島崎藤村 『生い立ちの記』


 『生い立ちの記』 は明治45年に発表された短編小説。*1
 「或る婦人に與ふる手紙」 と副題がつけられているとおり、一人の女性に宛てた書簡形式になっており、内容は語り手の 《私》 (もちろん作者自身がモデル) の近況と自身の生い立ちが交互に綴られている。
 全体の大半を占める生い立ちの部分は、木曾馬籠に生まれ育ち、8歳のときに上京*2、東京で暮らし始めるまでの頃の話が、様々なエピソードを交えながら語られている。つまり、翌年に書き始めた 『桜の実の熟する時』 の前篇にあたる時期を描いた自伝的小説ということになる。
 馬籠時代の話は大正9年発表の童話 『ふるさと』 にも描かれているので、多少重複するのだが、本作と童話との大きな違いは初恋の話が書かれていることだ。

 初 恋


まだあげ初めし前髪の
林檎のもとに見えしとき
前にさしたる花櫛(はなぐし)の
花ある君と思ひけり


 島崎藤村若菜集』(明治30年発表) より

 上の有名な詩が、本作では以下のように変化している。

 村の學校のあった小山の下のところには細い谷川が流れて居ます、そこへ私はお牧から借りた笊を持って行って鰍をすくつたことも有ります。

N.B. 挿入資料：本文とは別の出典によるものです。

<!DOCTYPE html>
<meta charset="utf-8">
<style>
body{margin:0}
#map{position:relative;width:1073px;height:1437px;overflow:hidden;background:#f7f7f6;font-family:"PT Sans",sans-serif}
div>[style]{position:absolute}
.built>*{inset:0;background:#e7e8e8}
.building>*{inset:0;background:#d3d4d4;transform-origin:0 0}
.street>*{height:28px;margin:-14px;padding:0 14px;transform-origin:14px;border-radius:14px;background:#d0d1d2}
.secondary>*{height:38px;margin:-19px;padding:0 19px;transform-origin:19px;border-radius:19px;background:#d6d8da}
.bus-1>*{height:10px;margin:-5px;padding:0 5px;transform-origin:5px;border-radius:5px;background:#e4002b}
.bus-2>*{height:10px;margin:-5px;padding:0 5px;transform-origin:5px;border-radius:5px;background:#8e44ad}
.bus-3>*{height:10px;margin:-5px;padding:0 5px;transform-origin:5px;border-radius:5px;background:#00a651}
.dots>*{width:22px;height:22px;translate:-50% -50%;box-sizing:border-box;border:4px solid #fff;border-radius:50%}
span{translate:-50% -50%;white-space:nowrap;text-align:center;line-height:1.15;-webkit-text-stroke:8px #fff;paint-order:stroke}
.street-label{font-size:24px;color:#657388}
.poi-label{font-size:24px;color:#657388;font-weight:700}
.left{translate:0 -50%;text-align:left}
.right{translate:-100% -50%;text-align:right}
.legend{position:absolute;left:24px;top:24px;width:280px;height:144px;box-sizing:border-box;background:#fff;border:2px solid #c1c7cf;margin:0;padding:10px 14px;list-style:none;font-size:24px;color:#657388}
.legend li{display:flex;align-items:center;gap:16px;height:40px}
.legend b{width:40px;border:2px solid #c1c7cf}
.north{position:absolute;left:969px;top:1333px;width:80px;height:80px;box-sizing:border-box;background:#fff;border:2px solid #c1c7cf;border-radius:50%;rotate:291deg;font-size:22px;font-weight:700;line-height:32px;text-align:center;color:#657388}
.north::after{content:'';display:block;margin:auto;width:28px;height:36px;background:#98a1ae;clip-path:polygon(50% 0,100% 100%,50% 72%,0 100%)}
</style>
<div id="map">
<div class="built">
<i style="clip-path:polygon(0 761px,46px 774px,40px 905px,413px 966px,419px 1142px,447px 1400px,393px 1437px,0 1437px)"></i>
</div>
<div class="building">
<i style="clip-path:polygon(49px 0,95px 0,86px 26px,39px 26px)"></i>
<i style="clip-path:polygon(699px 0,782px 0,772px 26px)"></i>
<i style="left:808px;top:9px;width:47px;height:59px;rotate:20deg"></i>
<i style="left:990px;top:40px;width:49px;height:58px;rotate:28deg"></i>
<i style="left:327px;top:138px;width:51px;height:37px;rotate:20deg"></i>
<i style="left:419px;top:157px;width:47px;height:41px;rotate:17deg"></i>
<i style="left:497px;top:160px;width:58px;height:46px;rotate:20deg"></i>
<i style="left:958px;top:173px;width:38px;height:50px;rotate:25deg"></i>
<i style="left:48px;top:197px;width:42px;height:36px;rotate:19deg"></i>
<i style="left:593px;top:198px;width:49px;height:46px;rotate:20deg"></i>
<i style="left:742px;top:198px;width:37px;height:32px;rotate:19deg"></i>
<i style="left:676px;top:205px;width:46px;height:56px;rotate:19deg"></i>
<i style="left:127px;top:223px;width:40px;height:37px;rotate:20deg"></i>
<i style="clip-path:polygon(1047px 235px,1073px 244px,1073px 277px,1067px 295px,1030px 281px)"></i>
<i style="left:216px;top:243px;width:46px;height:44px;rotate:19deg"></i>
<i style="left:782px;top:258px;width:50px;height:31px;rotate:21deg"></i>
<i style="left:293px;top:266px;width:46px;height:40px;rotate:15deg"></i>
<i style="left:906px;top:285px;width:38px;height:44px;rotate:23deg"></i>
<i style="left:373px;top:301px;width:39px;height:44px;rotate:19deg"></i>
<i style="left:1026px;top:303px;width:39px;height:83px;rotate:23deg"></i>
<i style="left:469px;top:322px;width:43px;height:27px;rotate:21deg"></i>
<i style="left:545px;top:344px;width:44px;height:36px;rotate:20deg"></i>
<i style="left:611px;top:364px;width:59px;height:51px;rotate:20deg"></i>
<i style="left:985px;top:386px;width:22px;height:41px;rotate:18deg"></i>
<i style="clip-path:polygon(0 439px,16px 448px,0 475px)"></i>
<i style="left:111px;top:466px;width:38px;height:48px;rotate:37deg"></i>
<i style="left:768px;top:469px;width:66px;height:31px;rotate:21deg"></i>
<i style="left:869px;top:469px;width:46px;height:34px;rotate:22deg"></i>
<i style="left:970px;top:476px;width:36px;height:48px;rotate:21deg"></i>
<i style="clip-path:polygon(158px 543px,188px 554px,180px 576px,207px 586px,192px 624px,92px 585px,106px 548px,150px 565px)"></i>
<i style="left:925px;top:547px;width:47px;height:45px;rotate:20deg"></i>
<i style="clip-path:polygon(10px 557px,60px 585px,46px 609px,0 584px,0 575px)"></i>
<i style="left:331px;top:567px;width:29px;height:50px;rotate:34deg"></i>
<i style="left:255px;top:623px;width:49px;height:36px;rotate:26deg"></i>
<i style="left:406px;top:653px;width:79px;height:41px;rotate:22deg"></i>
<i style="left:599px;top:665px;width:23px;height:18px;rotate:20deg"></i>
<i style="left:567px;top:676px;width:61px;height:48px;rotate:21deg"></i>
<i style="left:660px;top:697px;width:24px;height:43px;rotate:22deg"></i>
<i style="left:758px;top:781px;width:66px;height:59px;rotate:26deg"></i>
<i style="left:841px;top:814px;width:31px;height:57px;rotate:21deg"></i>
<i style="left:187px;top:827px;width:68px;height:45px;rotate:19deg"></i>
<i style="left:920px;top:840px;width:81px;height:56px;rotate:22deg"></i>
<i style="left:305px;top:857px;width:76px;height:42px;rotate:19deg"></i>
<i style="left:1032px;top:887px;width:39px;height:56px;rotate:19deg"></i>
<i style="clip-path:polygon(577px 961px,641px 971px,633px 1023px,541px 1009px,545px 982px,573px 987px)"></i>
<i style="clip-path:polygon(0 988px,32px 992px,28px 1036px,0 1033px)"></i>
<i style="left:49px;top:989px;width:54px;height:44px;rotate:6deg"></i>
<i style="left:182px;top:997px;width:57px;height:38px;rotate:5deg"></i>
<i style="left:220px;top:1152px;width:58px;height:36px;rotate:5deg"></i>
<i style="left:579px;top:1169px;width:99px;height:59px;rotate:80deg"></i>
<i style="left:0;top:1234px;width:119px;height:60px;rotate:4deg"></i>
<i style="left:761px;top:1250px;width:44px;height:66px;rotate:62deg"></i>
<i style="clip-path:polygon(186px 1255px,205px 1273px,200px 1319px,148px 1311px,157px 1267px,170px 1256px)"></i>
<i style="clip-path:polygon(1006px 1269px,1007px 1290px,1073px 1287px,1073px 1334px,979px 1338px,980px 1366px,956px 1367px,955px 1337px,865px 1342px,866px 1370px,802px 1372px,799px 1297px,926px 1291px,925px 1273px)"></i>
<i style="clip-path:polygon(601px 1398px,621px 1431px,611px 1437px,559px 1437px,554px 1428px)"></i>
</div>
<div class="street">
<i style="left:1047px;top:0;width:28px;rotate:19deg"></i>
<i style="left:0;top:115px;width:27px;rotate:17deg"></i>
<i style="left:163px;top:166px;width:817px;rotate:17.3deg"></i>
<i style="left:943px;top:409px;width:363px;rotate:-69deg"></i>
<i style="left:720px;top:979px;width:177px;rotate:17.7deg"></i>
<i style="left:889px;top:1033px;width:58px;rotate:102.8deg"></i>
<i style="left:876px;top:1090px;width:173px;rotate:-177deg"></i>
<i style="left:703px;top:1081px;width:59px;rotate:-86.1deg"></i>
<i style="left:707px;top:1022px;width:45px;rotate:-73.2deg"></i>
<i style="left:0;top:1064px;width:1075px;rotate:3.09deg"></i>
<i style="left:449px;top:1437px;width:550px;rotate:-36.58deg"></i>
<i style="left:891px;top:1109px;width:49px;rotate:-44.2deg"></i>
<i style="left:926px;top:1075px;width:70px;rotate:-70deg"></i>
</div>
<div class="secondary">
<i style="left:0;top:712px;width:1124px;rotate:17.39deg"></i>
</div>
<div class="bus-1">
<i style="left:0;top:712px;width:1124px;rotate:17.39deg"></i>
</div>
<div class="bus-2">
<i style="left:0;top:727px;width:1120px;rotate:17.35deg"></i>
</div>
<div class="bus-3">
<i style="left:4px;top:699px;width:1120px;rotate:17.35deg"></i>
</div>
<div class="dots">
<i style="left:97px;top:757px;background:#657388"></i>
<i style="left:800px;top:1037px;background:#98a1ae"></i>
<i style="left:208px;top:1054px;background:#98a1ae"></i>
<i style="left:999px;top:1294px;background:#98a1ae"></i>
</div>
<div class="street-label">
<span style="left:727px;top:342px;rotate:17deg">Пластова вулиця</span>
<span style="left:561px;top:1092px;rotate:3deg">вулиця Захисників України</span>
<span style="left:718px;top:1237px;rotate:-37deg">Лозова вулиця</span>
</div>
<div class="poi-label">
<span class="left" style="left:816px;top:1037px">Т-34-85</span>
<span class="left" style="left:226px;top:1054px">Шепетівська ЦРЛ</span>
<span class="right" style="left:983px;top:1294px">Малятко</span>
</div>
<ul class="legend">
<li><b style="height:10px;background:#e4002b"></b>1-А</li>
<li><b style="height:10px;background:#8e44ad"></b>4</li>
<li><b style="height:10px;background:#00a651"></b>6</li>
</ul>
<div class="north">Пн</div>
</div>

お文さんも腕まくり、裾からげで、子供らしい淡紅色の腰巻まで出して、石の間に隠れて居る鰍を追ひました。
 何時の間にか私はこの隣の家の娘と二人ぎり隠れるやうな場所を探すやうに成りました。私達は桑畠の間にある林檎の樹の下を歩き又は玄關から細長い廂風の小座敷を通り抜けて、上段の間の横手に坪庭の梨の見えるところへ行きました。


 島崎藤村 『生ひ立ちの記』 四

 この 「お文さん」 というのが初恋の相手である。「あげ初めし前髪」 は跡形もなくなり、腰巻の色など書かれているのは、最早おっさんの証拠であろう。
 一方、《私》 の近況に関する部分は、妻を喪った後、遺された子供たち(この時点では長男・次男と同居。三男・長女は別居)の成長の様子が詳しく書かれている。

 私は遠い旅を思ひ立つて、長く住み慣れた家を離れようとして居ます。私が御地を去つて東京へ引移らうとした時、貴女のお母さんの家へ小さな記念の桐苗を殘して來たことが丁度胸に浮びます。貴女の御存じない子供は三人もこの家で生れ、貴女の友達であつた妻もこゝで亡くなりました。今夜はこの家で送る最終の晩です。旅の荷物やら引越の支度やらごちや/\した中で、子供は皆な寝沈まりました。


 島崎藤村 『生ひ立ちの記』 十

 本作の末尾は上のとおりである。ここでようやく、《私》 が旅に出ようとしていること、手紙の相手が小諸時代の妻の友人であることが、読者に明かされる。《私》 が旅に出ようとした理由はここでは語られないままである。旅にまつわる事情は、作者の帰国後に書かれた 『新生』 を待たねばならない。

*1:文庫本で約80ページの長さがある。新聞(?)に連載されたらしく、内容的に翌年、藤村が渡欧する直前まで書き続けられたと思われる。

*2:実際の藤村は満9歳で上京している。